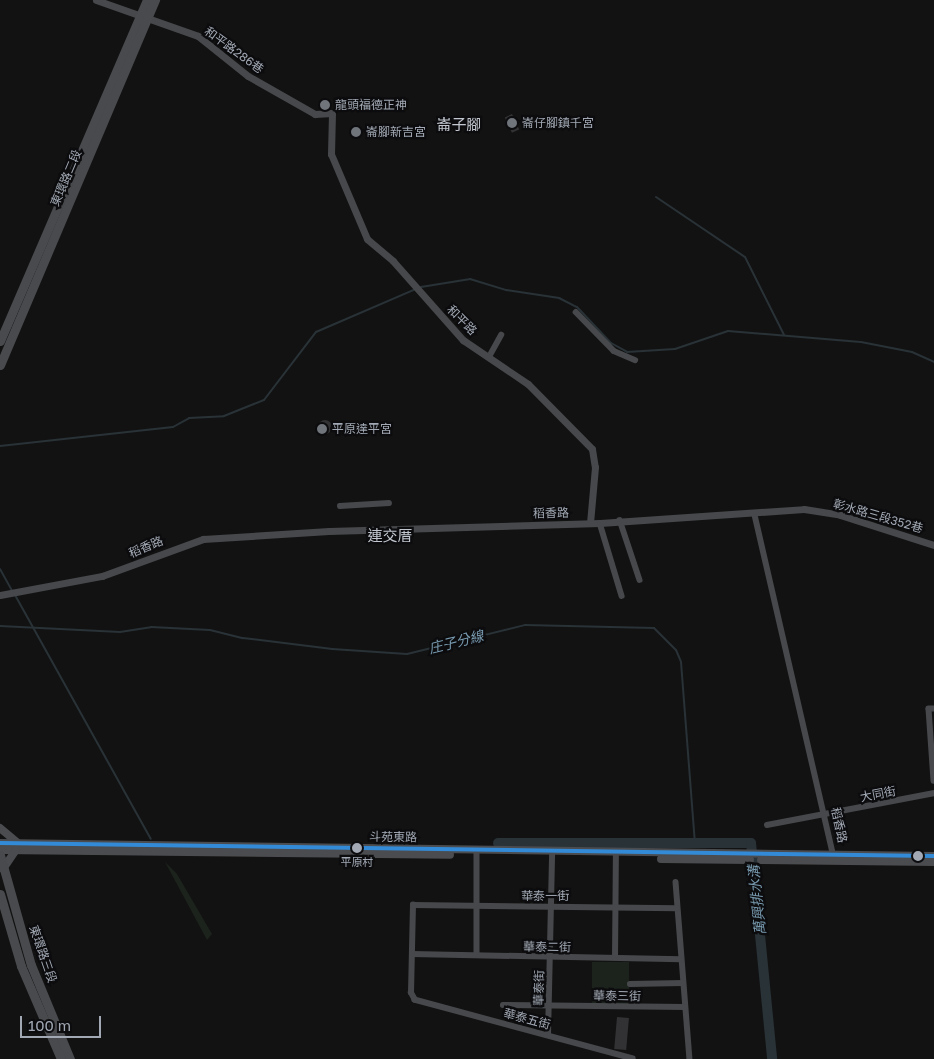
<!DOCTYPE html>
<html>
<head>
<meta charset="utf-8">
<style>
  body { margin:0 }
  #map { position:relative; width:934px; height:1059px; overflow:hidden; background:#121212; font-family:"Golos Text","Noto Sans TC",sans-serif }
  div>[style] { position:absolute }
  .green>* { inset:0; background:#1c221c; transform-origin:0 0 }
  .stream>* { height:2px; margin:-1px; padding:0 1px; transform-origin:1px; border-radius:1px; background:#293237 }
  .river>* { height:10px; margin:-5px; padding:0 5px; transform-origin:5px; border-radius:5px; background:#293237 }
  .building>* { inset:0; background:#323235; transform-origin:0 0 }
  .round { border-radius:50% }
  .minor>* { height:5.5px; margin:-2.75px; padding:0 2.75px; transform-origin:2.75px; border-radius:2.75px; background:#46484b }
  .tertiary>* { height:7px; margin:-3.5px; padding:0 3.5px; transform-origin:3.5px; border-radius:3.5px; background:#46484b }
  .secondary>* { height:8px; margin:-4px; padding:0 4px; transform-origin:4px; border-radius:4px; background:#4a4c4f }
  .primary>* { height:9px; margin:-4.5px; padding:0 4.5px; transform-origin:4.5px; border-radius:4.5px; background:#484a4d }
  .bus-1>* { height:4px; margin:-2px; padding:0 2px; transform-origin:2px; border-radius:2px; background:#338bd7 }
  .dots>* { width:14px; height:14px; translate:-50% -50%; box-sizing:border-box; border:2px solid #0c0c0e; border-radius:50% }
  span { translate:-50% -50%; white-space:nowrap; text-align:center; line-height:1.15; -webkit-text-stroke:4.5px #0c0c0e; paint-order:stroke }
  .bus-label { font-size:11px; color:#a2a9b4 }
  .street-label { font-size:12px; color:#a2a9b4 }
  .poi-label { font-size:12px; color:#a2a9b4 }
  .left { translate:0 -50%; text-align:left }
  .water-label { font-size:14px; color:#789aaf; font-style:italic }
  .quarter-label { font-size:15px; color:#c3c8d0 }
  .scale { position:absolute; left:20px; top:1016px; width:81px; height:22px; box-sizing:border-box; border:2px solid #a2a9b4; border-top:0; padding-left:6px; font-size:15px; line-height:18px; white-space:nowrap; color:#a2a9b4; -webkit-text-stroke:4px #0c0c0e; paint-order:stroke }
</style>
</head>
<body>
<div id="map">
  <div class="green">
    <div style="clip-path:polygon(165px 862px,177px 874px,212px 934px,207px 940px)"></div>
    <div style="left:592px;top:962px;width:37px;height:42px"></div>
  </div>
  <div class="stream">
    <div style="left:656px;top:197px;width:107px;rotate:34deg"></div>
    <div style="left:745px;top:257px;width:87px;rotate:63.4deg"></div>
    <div style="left:421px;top:287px;width:50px;rotate:-9.3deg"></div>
    <div style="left:470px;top:279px;width:38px;rotate:17deg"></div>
    <div style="left:506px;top:290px;width:54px;rotate:8.6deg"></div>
    <div style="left:559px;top:298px;width:20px;rotate:27deg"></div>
    <div style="left:577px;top:307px;width:50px;rotate:46.6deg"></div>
    <div style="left:611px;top:343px;width:18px;rotate:29deg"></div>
    <div style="left:627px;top:352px;width:48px;rotate:-3.6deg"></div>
    <div style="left:675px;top:349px;width:56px;rotate:-18.8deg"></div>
    <div style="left:728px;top:331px;width:133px;rotate:4.7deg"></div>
    <div style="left:861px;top:342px;width:52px;rotate:11.1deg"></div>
    <div style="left:912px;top:352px;width:24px;rotate:24deg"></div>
    <div style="left:0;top:446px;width:174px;rotate:-6.3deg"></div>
    <div style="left:173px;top:427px;width:18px;rotate:-29deg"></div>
    <div style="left:189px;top:418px;width:35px;rotate:-3deg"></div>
    <div style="left:224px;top:416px;width:43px;rotate:-21.8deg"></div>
    <div style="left:264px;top:400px;width:86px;rotate:-52.6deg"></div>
    <div style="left:316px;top:332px;width:109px;rotate:-23.3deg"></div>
    <div style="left:0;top:569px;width:25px;rotate:61deg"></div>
    <div style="left:15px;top:595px;width:279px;rotate:60.9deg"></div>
    <div style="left:0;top:626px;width:120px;rotate:2.9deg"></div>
    <div style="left:120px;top:632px;width:31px;rotate:-9deg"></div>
    <div style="left:151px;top:627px;width:59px;rotate:2.9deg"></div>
    <div style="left:210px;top:630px;width:34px;rotate:14deg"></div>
    <div style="left:243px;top:638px;width:90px;rotate:7deg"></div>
    <div style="left:332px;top:649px;width:75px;rotate:3.8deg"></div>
    <div style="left:407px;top:654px;width:122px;rotate:-13.8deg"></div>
    <div style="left:525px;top:625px;width:129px;rotate:1.3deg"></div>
    <div style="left:654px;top:628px;width:31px;rotate:45deg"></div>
    <div style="left:676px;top:650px;width:13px;rotate:67deg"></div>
    <div style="left:681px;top:662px;width:183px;rotate:85.6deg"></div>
  </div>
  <div class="river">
    <div style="left:498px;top:843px;width:253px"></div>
    <div style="left:751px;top:843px;width:217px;rotate:84.4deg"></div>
  </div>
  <div class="building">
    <div style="left:512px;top:114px;width:17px;height:8px;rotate:65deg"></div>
    <div class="round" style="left:318px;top:420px;width:14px;height:14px"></div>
    <div style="left:617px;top:1017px;width:12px;height:32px;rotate:5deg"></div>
  </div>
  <div class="minor">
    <div style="left:576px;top:312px;width:54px;rotate:45.7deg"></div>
    <div style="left:614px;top:351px;width:23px;rotate:23deg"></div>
    <div style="left:489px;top:357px;width:25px;rotate:-61deg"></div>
    <div style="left:340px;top:506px;width:49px;rotate:-3.5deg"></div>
    <div style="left:755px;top:515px;width:350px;rotate:77deg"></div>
    <div style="left:620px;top:520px;width:63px;rotate:71.6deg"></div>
    <div style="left:600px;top:523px;width:76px;rotate:73.2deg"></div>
    <div style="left:934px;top:709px;width:5px;rotate:180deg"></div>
    <div style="left:929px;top:709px;width:72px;rotate:86deg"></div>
    <div style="left:767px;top:825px;width:170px;rotate:-10.8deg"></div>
    <div style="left:477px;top:851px;width:104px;rotate:90deg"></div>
    <div style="left:676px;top:882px;width:178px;rotate:85.5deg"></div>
    <div style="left:412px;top:954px;width:269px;rotate:1.1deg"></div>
    <div style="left:615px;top:958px;width:105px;rotate:-89.5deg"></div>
    <div style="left:630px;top:984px;width:53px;rotate:-1.1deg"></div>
    <div style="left:503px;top:1005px;width:182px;rotate:0.6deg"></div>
    <div style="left:548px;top:1035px;width:183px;rotate:-88.7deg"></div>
    <div style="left:633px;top:1059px;width:226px;rotate:-164.9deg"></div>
    <div style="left:415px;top:1000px;width:8px;rotate:-120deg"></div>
    <div style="left:411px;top:993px;width:88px;rotate:-88.7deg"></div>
    <div style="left:413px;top:905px;width:264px;rotate:0.7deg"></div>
  </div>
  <div class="tertiary">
    <div style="left:96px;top:0;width:108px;rotate:19.4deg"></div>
    <div style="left:198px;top:36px;width:64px;rotate:38.7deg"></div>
    <div style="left:248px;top:76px;width:77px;rotate:29.6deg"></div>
    <div style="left:315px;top:114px;width:17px;rotate:-3deg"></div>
    <div style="left:332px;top:113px;width:41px;rotate:91.4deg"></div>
    <div style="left:331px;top:154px;width:92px;rotate:67deg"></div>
    <div style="left:367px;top:239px;width:34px;rotate:40deg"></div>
    <div style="left:393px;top:261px;width:106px;rotate:48.5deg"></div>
    <div style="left:463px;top:340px;width:78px;rotate:34.1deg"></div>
    <div style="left:528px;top:384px;width:91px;rotate:45.4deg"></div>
    <div style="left:592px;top:449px;width:18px;rotate:81deg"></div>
    <div style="left:595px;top:467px;width:56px;rotate:95.1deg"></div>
    <div style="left:0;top:595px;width:104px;rotate:-10.6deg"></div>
    <div style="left:102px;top:576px;width:108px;rotate:-20.1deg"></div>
    <div style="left:203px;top:539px;width:126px;rotate:-3.6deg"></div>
    <div style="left:329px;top:531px;width:271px;rotate:-1.7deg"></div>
    <div style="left:600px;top:523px;width:204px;rotate:-3.9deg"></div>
    <div style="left:804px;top:509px;width:36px;rotate:9deg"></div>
    <div style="left:840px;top:515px;width:99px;rotate:17.7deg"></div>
  </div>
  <div class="secondary">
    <div style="left:0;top:828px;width:23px;rotate:40deg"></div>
    <div style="left:0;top:843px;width:934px;rotate:0.8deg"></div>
    <div style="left:0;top:850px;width:450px;rotate:0.6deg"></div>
    <div style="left:661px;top:859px;width:89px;rotate:0.6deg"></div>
    <div style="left:761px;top:860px;width:173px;rotate:0.7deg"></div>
    <div style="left:3px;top:869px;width:23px;rotate:-56deg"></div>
  </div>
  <div class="primary">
    <div style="left:0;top:341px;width:371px;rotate:-66.7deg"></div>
    <div style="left:0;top:365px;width:397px;rotate:-67deg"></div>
    <div style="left:0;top:855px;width:114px;rotate:74.3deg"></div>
    <div style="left:31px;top:965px;width:102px;rotate:67.5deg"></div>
    <div style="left:0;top:894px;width:75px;rotate:73.7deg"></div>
    <div style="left:21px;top:966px;width:101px;rotate:66.7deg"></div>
  </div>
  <div class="bus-1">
    <div style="left:0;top:843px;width:934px;rotate:0.8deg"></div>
  </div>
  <div class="dots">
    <div style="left:325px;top:105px;background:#70747b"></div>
    <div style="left:512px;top:123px;background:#70747b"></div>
    <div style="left:356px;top:132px;background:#70747b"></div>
    <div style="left:322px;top:429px;background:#70747b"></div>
    <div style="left:357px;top:848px;background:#a2a9b4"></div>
    <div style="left:918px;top:856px;background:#a2a9b4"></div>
  </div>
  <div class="bus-label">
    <span style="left:357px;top:862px">平原村</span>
  </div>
  <div class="street-label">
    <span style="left:234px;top:50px;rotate:36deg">和平路286巷</span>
    <span style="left:66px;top:178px;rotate:-67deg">東環路二段</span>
    <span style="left:462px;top:320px;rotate:45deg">和平路</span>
    <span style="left:551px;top:513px;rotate:-1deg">稻香路</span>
    <span style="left:878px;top:516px;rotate:16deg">彰水路三段352巷</span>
    <span style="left:146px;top:547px;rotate:-23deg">稻香路</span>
    <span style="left:878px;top:794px;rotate:-11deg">大同街</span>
    <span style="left:839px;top:825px;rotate:78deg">稻香路</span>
    <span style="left:393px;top:837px;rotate:1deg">斗苑東路</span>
    <span style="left:545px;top:896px">華泰一街</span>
    <span style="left:547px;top:947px;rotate:1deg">華泰二街</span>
    <span style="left:43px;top:954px;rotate:71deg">東環路三段</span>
    <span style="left:539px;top:988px;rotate:-89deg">華泰街</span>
    <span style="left:617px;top:996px;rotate:1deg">華泰三街</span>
    <span style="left:527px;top:1019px;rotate:15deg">華泰五街</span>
  </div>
  <div class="poi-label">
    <span class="left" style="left:335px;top:105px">龍頭福德正神</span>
    <span class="left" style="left:522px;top:123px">崙仔腳鎮千宮</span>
    <span class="left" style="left:366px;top:132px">崙腳新吉宮</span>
    <span class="left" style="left:332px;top:429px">平原達平宮</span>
  </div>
  <div class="water-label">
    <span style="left:456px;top:642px;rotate:-14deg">庄子分線</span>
    <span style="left:757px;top:900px;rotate:-96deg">萬興排水溝</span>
  </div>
  <div class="quarter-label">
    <span style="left:459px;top:125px">崙子腳</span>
    <span style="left:390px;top:536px">連交厝</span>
  </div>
  <div class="scale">100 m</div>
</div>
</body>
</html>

*-*-*

§ **Goal of the exercise**: Show every line of the listing that includes the word "stream".

§ **Solution for this exercise**:
  .stream>* { height:2px; margin:-1px; padding:0 1px; transform-origin:1px; border-radius:1px; background:#293237 }
  <div class="stream">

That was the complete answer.